Aim of the task: Give only the number of lines in the records that contain the word "aria".

Items from a data source:
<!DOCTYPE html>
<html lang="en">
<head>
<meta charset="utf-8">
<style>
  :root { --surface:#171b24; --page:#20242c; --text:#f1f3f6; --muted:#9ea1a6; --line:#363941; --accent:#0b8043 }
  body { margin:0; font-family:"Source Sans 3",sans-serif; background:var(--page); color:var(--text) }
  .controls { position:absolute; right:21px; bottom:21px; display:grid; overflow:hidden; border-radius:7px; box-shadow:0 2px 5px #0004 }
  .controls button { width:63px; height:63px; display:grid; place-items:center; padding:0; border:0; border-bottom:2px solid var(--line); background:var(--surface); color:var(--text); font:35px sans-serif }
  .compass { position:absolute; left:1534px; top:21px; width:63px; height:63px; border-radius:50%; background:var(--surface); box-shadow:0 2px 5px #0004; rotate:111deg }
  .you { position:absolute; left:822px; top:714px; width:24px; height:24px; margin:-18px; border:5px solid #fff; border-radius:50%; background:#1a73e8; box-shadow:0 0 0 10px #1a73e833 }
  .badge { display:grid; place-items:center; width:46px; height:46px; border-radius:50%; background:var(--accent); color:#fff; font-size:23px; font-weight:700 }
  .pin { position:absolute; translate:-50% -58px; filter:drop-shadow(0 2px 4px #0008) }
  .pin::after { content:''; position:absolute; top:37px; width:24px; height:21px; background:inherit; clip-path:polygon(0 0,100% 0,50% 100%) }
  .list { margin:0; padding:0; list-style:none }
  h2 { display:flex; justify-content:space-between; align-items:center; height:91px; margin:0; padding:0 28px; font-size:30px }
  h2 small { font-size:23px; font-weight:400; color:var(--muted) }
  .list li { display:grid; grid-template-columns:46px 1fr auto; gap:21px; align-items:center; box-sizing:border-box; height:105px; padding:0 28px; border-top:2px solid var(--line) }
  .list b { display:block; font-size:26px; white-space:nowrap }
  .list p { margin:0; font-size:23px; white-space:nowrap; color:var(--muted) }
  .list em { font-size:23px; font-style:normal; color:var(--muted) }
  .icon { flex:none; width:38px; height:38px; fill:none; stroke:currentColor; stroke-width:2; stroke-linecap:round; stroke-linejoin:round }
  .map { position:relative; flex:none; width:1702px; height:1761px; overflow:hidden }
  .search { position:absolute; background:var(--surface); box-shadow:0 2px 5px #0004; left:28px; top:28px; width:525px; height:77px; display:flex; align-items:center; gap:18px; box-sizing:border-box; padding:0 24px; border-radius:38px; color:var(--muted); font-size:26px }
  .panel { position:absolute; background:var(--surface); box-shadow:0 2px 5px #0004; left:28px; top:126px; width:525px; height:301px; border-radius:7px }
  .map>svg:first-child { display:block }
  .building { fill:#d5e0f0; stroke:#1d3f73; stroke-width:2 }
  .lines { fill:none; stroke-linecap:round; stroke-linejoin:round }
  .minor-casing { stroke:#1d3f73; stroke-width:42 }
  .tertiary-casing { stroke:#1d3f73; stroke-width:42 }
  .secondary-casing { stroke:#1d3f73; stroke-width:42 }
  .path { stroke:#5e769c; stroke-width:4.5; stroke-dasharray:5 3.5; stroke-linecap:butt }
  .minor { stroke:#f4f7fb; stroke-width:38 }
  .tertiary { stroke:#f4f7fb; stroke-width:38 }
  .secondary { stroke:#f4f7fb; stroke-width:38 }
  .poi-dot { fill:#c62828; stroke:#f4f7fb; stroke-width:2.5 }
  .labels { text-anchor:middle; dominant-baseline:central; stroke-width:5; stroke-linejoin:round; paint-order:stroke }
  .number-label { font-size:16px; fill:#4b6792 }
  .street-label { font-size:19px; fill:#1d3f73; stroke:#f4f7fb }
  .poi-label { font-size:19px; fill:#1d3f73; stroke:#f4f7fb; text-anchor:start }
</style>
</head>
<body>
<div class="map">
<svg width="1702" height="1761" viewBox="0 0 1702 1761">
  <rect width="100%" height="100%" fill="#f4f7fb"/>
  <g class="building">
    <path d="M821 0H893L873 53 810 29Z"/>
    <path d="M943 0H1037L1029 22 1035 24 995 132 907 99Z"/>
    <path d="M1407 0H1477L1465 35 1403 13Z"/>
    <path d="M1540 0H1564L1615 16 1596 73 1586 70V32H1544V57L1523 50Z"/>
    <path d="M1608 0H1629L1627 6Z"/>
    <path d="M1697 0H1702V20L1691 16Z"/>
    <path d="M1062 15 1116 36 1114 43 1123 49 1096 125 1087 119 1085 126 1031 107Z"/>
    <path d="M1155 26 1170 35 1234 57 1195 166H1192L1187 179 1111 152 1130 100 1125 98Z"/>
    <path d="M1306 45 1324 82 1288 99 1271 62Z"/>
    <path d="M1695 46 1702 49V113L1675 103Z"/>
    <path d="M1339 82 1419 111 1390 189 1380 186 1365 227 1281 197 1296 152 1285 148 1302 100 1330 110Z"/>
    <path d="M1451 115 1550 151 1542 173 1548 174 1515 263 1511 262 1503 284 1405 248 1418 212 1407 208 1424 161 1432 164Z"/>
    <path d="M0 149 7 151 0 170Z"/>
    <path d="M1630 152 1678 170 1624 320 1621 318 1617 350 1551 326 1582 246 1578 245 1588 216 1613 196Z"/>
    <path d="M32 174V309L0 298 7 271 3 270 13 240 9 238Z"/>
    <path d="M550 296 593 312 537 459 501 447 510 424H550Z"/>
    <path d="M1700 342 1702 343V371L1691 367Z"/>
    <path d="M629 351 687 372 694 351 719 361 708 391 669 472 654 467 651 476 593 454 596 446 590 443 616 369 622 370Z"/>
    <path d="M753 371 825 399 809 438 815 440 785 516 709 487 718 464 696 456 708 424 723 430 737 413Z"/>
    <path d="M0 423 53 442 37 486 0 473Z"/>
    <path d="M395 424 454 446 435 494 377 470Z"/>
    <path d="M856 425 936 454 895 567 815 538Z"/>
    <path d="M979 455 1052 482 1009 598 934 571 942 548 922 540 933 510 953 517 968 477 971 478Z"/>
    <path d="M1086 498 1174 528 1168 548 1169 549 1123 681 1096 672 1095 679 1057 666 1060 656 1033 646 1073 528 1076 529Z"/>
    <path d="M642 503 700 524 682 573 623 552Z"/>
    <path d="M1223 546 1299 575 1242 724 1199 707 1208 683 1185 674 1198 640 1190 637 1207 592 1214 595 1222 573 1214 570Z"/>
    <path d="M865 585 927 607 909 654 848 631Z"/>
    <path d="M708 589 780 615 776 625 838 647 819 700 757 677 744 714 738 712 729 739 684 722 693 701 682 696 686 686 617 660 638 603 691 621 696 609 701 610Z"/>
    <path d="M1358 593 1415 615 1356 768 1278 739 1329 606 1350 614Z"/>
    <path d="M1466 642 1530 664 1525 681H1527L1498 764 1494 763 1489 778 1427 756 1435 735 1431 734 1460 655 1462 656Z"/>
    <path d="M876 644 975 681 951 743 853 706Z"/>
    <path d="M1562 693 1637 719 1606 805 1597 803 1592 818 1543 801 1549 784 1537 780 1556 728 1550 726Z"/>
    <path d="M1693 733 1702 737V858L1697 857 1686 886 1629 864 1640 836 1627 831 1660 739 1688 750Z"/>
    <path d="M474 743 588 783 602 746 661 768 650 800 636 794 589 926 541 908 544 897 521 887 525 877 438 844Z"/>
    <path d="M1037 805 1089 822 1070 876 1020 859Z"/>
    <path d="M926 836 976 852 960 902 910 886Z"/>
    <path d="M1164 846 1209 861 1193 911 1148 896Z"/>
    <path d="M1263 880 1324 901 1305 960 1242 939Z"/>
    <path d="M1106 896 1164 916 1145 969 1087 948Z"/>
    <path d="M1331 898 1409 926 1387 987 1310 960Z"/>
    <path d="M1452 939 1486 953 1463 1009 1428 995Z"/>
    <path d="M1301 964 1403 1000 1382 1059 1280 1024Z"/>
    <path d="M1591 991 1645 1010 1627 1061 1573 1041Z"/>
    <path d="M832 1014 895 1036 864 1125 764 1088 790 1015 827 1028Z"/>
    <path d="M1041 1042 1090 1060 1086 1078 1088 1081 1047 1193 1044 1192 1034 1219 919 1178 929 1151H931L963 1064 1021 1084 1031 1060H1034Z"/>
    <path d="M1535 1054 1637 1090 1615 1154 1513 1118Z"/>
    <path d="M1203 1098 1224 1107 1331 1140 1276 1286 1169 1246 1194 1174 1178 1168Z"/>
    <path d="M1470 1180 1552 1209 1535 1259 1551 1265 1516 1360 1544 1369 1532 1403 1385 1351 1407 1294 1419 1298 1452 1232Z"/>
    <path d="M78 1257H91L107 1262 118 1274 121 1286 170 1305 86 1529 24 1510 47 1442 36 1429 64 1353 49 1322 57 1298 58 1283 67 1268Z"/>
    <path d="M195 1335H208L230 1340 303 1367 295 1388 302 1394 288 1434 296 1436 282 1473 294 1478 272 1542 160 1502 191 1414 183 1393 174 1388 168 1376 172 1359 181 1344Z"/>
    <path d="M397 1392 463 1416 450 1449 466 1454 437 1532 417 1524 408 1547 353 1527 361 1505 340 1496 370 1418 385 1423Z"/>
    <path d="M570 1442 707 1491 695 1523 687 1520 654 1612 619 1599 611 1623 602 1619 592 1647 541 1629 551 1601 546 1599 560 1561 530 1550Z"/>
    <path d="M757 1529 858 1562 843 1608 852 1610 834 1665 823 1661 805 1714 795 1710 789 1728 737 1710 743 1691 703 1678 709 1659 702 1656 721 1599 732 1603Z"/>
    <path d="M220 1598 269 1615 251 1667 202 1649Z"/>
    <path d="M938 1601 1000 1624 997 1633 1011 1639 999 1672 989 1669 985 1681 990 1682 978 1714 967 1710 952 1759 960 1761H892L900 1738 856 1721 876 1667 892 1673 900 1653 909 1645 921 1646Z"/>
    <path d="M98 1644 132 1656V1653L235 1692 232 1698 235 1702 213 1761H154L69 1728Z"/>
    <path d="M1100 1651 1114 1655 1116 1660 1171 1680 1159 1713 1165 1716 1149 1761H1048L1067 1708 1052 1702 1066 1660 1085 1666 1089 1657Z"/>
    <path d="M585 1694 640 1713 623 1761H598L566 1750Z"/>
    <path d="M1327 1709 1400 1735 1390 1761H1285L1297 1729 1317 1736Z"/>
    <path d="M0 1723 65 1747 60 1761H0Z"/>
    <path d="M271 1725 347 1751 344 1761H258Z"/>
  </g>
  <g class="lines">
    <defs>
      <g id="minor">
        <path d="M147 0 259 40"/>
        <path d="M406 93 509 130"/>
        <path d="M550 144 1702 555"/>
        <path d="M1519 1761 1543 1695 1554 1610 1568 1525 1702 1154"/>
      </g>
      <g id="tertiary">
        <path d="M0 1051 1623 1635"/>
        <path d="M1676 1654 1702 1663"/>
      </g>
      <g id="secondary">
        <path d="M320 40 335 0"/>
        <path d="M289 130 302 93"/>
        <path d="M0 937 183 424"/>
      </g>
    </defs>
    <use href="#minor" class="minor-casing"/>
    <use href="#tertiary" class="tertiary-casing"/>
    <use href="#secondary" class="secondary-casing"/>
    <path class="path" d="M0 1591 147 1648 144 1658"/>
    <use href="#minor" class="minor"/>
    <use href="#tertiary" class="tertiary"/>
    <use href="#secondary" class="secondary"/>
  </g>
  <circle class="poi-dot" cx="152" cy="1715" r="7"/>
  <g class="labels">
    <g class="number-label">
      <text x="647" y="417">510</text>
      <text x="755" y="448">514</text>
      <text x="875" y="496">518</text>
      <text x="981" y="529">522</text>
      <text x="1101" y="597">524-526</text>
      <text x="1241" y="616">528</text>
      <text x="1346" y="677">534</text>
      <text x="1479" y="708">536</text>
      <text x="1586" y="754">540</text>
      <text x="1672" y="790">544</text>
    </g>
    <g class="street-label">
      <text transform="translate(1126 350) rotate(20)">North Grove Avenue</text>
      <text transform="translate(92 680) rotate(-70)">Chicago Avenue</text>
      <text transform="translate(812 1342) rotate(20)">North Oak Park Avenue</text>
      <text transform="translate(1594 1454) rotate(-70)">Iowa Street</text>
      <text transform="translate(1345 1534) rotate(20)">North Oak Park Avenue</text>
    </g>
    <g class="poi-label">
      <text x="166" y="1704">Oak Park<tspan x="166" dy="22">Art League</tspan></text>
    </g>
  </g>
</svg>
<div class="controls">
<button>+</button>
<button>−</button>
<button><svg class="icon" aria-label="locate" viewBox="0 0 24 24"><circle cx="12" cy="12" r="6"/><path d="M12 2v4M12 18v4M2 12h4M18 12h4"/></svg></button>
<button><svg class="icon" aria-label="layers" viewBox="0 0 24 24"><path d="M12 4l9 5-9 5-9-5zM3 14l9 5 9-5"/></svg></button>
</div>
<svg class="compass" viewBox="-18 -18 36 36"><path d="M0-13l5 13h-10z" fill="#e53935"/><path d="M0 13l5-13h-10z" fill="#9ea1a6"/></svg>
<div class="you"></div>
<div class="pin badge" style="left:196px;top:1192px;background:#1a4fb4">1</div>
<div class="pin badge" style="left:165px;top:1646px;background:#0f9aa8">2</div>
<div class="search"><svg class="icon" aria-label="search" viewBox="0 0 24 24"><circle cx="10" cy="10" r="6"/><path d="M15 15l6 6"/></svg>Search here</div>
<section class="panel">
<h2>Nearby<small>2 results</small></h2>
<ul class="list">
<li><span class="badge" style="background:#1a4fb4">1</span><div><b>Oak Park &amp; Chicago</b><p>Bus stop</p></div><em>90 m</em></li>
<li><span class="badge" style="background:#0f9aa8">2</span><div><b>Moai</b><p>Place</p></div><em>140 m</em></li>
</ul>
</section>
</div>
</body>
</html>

Answer to this task: 3